En contraste con la escasa información que tenemos de los rituales funerarios en el Bronce Final, con la colonización comienzan a detectarse un buen número de necrópolis fenicias en el sur peninsular que han servido para dibujar el mapa de la dispersión de las primeras colonias de origen mediterráneo. El impacto de la colonización fue de tal calibre que consiguió alterar las tradiciones locales, al menos entre las jefaturas y los personajes más destacados de esa sociedad, que incorporaron en sus rituales funerarios nuevas formas de enterramiento a imagen y semejanza de los que llevaban a cabo los fenicios; no obstante, las nuevas necrópolis que surgen a partir del siglo VIII a.C. gozan de una innegable originalidad como consecuencia de la conservación de sus propias tradiciones ancestrales. Por otra parte, y aunque en muchas ocasiones se mantiene el rito de la inhumación, se impone claramente la cremación y el sistema de ofrenda y ajuar de origen mediterráneo, una simbiosis que coincide con el final de las tumbas genuinamente fenicias para dar paso a una nueva expresión del ritual de la muerte que ya podemos definir como tartésico.

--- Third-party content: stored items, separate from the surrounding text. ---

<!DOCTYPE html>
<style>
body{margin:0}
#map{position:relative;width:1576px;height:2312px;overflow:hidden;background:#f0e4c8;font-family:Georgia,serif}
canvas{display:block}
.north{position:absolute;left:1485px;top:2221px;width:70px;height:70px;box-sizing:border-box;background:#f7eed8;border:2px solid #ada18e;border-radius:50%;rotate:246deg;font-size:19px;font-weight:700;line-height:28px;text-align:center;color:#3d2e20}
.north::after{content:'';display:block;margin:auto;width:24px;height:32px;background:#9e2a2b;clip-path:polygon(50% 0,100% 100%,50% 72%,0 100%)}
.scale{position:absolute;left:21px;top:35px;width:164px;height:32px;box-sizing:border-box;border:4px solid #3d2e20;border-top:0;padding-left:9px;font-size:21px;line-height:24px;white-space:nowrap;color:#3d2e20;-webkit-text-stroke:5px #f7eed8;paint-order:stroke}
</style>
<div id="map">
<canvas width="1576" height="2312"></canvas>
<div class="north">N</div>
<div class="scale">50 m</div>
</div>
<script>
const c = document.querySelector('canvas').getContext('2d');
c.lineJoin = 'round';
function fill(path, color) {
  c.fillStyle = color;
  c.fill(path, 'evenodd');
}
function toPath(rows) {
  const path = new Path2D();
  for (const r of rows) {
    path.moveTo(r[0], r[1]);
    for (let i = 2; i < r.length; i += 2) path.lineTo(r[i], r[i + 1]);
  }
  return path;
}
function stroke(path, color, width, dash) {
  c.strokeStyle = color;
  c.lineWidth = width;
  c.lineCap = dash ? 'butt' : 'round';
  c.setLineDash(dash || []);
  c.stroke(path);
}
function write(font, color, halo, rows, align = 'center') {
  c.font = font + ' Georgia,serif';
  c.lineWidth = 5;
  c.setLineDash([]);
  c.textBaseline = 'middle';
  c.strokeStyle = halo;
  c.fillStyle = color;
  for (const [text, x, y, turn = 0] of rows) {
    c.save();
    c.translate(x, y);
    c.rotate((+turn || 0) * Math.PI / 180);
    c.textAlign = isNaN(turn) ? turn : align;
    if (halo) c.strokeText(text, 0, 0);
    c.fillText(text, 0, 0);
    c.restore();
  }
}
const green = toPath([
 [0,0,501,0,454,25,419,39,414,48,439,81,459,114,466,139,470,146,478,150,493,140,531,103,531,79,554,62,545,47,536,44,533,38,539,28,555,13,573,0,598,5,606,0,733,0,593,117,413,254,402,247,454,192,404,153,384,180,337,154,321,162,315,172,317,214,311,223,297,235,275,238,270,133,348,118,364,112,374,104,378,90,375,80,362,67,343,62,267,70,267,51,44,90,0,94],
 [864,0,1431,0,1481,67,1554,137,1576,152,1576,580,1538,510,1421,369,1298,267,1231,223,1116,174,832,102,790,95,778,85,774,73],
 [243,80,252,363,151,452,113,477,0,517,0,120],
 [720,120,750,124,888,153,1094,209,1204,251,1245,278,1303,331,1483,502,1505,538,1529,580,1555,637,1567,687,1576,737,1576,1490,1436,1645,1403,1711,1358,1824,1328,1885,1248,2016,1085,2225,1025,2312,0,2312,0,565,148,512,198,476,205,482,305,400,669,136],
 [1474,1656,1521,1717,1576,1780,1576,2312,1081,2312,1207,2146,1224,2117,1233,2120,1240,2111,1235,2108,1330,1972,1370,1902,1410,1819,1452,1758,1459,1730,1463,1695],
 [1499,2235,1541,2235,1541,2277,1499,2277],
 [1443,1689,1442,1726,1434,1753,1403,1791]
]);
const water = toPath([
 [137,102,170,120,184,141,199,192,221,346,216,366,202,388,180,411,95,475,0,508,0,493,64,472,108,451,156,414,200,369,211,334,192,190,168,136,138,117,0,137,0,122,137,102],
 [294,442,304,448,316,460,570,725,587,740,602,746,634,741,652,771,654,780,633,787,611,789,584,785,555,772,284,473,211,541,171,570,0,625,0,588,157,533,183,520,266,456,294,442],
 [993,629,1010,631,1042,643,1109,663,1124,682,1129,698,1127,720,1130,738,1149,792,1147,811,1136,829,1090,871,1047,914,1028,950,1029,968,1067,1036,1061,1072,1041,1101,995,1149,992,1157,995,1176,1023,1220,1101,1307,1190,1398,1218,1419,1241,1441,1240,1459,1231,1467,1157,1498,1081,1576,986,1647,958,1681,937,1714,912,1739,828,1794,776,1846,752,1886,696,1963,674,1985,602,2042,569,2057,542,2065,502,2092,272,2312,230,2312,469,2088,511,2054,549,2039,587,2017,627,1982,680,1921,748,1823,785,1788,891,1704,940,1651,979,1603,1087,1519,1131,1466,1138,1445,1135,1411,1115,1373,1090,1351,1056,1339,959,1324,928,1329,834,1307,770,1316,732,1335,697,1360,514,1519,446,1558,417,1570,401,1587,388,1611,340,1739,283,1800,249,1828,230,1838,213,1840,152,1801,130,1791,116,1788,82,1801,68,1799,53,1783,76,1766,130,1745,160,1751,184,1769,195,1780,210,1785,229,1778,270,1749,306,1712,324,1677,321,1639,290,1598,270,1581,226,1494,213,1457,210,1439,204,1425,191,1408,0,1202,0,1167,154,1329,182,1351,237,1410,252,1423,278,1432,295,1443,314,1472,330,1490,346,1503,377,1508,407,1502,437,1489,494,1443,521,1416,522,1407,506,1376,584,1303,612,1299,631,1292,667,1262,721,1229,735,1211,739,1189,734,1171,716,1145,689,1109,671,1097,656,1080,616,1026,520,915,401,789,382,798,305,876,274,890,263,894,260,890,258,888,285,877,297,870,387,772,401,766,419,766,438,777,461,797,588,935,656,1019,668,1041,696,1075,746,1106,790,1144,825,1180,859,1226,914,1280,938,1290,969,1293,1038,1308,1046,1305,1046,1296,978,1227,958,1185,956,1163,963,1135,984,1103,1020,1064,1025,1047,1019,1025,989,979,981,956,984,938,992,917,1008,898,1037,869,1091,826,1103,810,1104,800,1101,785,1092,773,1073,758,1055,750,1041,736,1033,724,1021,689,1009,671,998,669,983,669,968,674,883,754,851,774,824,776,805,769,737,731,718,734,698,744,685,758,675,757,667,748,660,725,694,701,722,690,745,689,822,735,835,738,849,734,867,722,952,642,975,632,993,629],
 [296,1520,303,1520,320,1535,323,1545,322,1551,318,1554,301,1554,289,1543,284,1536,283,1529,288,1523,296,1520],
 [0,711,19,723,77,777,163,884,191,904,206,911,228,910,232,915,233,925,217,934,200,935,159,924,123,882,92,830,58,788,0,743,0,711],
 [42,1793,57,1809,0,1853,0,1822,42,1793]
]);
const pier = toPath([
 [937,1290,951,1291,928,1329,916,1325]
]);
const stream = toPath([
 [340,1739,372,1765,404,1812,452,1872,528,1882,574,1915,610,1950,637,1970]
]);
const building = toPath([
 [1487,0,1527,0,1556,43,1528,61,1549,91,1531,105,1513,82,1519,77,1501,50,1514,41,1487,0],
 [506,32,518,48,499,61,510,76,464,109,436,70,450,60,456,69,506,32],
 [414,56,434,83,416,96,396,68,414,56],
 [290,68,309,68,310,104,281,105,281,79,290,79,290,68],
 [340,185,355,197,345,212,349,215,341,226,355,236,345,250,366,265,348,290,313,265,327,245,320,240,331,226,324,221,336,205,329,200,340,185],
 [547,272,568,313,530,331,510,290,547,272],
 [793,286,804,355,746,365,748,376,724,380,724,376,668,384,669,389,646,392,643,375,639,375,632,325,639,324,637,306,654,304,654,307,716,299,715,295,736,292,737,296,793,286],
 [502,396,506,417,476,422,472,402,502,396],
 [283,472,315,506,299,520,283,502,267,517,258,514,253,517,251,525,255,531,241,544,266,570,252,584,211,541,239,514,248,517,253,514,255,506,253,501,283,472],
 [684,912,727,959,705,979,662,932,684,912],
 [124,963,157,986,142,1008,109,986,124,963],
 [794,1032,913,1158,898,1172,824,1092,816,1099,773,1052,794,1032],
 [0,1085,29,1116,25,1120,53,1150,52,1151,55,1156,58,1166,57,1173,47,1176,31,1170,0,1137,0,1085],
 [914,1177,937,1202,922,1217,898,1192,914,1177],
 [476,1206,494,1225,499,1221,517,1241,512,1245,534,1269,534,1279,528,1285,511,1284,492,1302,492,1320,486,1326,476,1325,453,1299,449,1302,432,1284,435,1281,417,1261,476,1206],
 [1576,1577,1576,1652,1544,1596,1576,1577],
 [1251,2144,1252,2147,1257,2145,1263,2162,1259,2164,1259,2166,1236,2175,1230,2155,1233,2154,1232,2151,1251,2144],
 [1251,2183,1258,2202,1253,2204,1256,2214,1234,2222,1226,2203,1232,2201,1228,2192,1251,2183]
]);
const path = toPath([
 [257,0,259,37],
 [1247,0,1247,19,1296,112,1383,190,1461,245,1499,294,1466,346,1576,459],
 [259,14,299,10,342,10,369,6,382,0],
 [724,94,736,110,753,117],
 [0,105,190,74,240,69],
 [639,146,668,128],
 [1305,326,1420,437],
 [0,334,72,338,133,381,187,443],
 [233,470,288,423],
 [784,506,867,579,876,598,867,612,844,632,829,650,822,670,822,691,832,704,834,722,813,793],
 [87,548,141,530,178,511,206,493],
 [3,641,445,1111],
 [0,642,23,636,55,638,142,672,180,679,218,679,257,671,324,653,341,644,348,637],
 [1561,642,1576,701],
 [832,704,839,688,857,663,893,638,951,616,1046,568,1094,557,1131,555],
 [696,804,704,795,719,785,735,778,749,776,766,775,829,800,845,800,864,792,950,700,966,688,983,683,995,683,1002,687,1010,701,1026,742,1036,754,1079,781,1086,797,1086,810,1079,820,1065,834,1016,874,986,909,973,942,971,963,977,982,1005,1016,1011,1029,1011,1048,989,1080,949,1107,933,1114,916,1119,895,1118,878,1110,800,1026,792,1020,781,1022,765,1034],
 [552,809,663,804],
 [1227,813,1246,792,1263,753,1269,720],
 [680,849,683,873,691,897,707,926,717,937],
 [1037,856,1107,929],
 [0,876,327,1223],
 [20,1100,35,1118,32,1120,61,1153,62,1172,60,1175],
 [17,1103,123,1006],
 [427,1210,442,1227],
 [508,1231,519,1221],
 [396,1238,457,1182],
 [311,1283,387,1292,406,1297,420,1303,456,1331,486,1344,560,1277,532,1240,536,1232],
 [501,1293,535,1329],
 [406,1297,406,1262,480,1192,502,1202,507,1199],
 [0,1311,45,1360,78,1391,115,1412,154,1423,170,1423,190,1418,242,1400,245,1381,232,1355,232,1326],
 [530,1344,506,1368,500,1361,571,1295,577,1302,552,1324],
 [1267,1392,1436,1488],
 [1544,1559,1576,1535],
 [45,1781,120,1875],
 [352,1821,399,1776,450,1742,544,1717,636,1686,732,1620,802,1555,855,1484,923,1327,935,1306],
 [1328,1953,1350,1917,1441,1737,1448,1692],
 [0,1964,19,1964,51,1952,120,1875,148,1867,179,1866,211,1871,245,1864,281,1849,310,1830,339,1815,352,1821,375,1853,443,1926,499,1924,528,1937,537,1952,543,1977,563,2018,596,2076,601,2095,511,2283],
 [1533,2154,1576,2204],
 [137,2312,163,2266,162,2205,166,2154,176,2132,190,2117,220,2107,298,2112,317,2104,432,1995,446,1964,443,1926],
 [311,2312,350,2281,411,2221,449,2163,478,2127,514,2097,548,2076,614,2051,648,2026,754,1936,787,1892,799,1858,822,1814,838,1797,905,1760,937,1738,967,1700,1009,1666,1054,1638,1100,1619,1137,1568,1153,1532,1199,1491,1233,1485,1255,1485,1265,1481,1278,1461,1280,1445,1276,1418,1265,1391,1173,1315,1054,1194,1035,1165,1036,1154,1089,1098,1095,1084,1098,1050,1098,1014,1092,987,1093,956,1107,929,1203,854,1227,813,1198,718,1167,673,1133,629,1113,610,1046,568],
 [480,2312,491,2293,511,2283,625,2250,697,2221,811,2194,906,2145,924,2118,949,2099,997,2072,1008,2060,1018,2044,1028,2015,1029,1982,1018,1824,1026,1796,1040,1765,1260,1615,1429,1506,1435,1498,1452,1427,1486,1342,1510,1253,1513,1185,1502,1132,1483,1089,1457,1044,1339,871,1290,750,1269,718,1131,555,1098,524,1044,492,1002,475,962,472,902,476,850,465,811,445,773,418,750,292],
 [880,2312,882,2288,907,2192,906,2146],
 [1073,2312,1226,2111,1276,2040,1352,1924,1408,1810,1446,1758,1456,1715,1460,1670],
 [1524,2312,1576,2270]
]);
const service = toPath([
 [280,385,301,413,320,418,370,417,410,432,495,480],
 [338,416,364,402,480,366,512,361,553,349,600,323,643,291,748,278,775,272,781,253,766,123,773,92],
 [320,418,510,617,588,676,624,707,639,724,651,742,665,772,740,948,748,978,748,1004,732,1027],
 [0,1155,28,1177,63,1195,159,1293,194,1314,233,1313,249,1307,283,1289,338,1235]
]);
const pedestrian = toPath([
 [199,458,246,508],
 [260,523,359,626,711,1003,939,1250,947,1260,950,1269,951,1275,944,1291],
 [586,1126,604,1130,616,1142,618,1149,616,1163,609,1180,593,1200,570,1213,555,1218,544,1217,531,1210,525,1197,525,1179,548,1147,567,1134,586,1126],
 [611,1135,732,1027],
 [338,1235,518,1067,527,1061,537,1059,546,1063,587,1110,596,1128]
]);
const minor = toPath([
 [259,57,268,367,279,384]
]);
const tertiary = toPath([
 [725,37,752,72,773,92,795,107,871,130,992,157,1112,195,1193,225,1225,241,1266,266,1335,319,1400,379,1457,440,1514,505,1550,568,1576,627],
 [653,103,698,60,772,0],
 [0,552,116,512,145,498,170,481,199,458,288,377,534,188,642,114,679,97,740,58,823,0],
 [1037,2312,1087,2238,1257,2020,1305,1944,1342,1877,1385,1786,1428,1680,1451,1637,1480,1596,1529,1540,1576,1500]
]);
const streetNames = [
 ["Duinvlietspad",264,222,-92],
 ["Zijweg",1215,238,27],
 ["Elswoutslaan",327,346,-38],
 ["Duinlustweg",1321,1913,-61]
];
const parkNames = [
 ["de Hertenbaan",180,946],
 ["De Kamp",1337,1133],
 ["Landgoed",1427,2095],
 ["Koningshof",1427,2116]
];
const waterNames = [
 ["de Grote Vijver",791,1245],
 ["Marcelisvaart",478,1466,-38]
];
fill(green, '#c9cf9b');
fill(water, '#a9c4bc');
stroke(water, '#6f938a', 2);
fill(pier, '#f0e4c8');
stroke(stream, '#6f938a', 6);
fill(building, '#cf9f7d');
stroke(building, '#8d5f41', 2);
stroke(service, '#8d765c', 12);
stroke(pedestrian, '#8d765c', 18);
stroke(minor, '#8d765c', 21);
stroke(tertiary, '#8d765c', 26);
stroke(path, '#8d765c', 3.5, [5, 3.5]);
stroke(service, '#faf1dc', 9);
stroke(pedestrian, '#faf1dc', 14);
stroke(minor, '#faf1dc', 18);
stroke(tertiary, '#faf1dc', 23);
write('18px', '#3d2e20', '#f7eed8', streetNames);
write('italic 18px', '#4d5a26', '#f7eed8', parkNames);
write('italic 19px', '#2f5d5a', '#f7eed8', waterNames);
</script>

La escasa información que tenemos de las necrópolis fenicias del Levante mediterráneo perjudica el estudio comparativo del fenómeno con la península Ibérica; no obstante, de los datos disponibles de algunos lugares del Líbano e Israel se pueden extraer algunas conclusiones generales sobre el ritual que se llevó a cabo, que, por otra parte, es muy homogéneo. Aunque el rito generalizado es la cremación, también se han detectado algunas inhumaciones en cementerios como el de Achziv, en el norte de Israel. La información más completa procede de las excavaciones que M. E. Aubet realiza en la necrópolis de Tiro, donde parece detectarse un ritual funerario más complejo del que hasta ahora se atribuía a los fenicios. Las necrópolis fenicias se disponen junto al mar, alejadas del centro urbano; las urnas con los restos cremados seleccionados aparecen siempre tapadas generalmente con platos y enterradas en fosas, a veces señalizadas por estelas de piedra, aunque muchas otras pudieron estar igualmente señalizadas mediante estela de madera hoy desaparecidas. Las urnas suelen estar acompañadas de los típicos jarros de anillo junto al cuello, los de boca trilobulada y de los cuencos para beber, una vajilla que es muy común en todas las necrópolis fenicias de esa zona y que transcenderá a las necrópolis más antiguas de sus colonias occidentales.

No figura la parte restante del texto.